This may all sound like an unbelievable suck up, but it is all true. I think what you may be feeling is what a lot of us still focused exclusively on eDiscovery feel, that others think it has had its time; it’s no longer the new kid on the block everyone is trying to figure out. Now there is GDPR, cyber, privacy, all of these new flashy challenges that so many are turning to, and maybe rightly so, but that doesn’t mean those of us still in the eDiscovery trenches day to day are obsolete. It is astounding the lack of knowledge on this very important part of the law when you get outside of eDiscovery think tanks. Your knowledge, and as importantly the way you are able to teach it, has significant value and is still relevant. Whether you know the intricate underpinnings of every new software offering isn’t the goal or necessary, in my humble opinion.

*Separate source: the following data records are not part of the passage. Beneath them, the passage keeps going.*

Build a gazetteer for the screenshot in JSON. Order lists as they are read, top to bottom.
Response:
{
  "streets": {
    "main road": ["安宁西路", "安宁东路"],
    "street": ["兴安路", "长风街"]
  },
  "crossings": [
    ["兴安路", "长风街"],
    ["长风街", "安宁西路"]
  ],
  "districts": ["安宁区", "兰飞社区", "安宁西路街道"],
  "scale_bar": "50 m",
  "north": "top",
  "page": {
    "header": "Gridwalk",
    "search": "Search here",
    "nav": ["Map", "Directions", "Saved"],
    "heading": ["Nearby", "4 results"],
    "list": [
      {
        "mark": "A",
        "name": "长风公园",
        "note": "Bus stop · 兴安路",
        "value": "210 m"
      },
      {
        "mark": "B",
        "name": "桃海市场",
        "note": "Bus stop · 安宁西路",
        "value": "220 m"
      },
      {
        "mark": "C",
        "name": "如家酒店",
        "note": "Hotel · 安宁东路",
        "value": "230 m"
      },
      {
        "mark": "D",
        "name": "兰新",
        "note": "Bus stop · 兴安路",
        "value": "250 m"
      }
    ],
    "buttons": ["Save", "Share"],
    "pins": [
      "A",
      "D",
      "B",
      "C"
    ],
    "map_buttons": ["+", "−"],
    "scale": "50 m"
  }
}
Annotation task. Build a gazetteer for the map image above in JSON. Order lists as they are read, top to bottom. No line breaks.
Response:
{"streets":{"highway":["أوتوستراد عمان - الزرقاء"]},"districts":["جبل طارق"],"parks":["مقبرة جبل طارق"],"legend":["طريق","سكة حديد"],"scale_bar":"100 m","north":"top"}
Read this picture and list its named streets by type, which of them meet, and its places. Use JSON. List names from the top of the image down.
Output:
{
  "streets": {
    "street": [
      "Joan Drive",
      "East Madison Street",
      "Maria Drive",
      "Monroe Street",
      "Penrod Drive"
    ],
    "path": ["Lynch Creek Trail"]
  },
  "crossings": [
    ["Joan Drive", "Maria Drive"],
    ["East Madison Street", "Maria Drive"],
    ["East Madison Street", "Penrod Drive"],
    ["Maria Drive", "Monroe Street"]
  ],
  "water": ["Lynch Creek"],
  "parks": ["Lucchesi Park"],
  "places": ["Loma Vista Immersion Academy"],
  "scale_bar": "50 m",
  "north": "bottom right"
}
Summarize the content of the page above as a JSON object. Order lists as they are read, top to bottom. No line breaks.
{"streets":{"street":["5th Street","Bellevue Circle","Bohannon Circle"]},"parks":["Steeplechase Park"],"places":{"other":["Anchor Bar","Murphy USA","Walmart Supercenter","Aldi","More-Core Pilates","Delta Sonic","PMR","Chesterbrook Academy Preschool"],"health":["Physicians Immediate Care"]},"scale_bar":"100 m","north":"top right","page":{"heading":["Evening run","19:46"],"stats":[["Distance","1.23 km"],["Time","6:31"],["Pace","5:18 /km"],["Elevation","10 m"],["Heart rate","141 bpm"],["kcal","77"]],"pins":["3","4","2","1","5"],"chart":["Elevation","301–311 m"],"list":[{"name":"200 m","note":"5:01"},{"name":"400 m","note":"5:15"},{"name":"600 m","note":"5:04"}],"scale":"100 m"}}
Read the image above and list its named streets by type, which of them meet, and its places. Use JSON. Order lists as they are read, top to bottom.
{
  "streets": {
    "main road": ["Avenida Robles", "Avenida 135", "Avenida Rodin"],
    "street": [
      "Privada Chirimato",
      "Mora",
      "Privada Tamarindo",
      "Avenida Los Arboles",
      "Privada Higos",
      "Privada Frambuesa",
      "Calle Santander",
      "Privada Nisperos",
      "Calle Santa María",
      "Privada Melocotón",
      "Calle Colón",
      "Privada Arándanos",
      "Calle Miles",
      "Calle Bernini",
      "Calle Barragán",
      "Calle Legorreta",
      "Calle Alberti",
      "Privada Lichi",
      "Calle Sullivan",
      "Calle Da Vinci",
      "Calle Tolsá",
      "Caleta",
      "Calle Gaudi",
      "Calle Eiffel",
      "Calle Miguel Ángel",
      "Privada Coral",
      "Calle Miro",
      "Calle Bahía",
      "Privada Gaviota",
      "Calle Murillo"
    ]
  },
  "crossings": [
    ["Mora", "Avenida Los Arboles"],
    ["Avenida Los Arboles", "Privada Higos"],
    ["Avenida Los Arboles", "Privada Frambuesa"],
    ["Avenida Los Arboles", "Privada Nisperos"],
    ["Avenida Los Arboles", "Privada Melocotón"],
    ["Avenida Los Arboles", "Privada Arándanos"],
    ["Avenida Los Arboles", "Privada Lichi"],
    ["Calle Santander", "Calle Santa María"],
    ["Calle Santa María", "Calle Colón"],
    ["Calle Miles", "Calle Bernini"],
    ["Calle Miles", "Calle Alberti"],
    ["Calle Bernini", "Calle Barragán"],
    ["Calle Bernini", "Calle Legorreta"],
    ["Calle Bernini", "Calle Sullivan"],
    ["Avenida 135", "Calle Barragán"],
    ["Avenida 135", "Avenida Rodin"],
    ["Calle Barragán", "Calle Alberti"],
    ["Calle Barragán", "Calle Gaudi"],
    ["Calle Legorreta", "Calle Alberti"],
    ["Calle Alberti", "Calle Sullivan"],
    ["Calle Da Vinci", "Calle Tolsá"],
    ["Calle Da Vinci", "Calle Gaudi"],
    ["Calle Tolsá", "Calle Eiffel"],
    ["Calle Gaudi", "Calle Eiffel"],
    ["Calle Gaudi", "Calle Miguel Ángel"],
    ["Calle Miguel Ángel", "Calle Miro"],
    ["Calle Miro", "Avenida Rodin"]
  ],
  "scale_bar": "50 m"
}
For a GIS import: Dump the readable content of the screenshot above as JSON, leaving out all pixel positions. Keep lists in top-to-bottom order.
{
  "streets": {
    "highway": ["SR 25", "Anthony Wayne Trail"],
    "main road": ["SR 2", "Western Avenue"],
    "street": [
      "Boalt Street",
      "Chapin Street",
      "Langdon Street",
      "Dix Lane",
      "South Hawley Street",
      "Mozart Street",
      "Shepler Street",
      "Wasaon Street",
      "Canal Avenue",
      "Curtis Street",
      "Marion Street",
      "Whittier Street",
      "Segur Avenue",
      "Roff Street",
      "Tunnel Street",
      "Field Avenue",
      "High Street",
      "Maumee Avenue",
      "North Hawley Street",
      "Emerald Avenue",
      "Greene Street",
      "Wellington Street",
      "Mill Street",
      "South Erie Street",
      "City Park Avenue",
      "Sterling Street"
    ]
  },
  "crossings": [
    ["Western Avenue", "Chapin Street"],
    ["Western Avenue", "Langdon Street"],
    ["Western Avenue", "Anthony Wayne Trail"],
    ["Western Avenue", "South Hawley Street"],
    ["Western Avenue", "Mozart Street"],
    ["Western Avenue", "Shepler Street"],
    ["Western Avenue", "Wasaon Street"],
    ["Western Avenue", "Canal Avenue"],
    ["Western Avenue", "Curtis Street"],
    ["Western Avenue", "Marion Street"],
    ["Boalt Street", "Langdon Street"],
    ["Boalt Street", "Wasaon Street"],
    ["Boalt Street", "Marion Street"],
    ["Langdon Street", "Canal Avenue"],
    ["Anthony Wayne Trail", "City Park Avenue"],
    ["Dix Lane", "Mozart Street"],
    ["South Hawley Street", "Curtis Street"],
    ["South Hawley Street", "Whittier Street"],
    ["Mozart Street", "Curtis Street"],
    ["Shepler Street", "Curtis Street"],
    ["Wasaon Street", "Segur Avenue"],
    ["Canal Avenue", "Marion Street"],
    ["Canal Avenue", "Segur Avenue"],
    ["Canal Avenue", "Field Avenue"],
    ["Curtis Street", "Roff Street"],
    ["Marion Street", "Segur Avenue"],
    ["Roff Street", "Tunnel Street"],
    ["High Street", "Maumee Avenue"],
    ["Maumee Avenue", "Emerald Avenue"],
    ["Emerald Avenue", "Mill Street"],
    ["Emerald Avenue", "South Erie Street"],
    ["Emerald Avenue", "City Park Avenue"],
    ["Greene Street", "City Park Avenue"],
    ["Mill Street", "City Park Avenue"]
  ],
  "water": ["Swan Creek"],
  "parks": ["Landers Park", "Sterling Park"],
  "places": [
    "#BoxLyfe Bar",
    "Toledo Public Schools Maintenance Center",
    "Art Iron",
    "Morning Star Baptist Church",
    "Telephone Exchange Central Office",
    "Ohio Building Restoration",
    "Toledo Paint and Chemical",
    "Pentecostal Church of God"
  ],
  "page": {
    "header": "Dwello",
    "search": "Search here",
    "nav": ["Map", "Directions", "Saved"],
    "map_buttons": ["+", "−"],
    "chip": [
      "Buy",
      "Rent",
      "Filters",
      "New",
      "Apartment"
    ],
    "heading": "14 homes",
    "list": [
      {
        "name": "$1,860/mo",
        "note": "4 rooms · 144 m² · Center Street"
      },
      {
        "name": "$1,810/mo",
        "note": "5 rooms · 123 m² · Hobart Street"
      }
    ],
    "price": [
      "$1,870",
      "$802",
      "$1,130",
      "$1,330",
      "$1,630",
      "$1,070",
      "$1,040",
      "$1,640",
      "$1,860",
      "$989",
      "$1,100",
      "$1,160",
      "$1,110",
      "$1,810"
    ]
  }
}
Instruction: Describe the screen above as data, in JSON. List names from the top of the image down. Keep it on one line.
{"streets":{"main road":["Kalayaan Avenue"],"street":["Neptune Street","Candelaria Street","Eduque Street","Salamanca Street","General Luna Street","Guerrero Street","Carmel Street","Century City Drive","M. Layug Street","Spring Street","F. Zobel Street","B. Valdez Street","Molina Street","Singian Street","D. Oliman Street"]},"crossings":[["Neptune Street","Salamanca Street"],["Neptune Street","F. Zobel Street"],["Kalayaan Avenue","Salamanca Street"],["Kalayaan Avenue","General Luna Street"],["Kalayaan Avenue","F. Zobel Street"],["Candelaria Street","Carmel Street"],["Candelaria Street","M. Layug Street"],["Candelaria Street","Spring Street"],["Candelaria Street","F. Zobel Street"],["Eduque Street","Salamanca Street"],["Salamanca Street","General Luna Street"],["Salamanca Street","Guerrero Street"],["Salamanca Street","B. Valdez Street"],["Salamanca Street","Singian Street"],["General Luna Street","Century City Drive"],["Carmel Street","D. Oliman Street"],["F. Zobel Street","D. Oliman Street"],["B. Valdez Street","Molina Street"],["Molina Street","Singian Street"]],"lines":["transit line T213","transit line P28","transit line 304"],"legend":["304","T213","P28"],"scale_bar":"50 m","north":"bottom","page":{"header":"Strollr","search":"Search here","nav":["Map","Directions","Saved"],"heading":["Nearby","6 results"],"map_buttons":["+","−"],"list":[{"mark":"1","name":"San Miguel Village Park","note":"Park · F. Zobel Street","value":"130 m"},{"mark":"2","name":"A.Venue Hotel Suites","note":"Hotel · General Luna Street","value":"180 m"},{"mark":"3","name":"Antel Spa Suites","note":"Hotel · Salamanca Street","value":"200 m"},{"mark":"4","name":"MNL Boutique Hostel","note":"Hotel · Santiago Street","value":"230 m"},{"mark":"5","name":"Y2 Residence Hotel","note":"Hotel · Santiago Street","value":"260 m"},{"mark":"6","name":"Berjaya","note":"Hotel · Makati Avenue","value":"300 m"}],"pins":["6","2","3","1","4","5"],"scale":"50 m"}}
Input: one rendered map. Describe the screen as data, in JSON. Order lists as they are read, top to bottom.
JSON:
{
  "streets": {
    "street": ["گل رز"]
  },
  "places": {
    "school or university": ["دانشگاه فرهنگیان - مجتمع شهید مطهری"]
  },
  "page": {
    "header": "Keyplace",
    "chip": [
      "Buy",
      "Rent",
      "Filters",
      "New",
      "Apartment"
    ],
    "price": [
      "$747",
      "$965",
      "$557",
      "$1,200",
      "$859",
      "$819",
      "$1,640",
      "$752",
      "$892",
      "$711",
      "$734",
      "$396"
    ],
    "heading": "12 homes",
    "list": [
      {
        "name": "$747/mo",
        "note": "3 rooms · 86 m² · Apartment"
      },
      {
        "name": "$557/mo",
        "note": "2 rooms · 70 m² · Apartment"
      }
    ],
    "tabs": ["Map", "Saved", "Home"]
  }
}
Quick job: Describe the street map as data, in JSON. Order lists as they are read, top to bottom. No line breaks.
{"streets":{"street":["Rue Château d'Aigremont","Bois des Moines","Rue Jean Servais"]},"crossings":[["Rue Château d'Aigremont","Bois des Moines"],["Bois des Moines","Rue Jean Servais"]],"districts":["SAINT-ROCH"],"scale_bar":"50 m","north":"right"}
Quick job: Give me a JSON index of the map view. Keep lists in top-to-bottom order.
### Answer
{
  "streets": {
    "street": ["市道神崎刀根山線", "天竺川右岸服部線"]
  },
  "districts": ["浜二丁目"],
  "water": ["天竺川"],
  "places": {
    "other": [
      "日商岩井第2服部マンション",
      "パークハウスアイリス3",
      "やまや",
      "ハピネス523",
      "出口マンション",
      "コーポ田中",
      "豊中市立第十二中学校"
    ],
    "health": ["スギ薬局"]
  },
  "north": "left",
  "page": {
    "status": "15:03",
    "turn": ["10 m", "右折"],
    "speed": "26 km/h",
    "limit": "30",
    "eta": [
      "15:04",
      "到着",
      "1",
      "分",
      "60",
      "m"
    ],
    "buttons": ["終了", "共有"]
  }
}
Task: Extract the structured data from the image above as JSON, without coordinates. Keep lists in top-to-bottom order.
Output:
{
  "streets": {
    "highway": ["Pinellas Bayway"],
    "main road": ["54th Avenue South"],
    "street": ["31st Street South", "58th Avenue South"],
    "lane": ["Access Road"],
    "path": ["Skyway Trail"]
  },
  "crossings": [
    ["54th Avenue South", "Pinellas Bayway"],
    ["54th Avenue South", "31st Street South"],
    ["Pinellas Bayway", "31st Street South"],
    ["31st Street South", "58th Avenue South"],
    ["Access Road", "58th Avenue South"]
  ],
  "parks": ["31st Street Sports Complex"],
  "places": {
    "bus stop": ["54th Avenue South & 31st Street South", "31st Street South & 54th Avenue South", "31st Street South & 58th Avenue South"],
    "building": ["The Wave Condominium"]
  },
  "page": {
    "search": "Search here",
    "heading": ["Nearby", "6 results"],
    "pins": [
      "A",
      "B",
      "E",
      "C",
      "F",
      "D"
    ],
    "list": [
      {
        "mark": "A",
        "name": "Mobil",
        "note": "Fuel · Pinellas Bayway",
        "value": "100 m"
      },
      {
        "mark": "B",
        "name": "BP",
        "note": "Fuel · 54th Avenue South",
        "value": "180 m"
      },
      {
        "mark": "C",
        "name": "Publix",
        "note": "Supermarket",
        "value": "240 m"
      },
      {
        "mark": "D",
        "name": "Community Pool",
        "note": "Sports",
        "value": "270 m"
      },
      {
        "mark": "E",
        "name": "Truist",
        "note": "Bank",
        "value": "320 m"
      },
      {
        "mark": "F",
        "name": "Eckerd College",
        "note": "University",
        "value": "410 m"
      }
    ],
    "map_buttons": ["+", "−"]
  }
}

I hope that you continue to grace us with your time, thoughtful words, teachings and humor for a long time. If you ever find eDiscovery is no longer how you wish to spend your valuable time, I implore you to continue writing. You have a gift. You have written tributes to colleagues we have lost that have moved me to tears and made me feel like I knew them, just a little bit, when I had never met them. In studying for the ACEDS exam, I printed out (yes, I said “printed out”) all of your prior blogs and used them as my study guide. Why, because I could understand what you were saying and my eyes weren’t glazed over.
Have no doubt, that you are “still that guy.” There is a vast audience out here reading, listening and learning. You may feel like it is tired and stale because you know it inside and out. We don’t.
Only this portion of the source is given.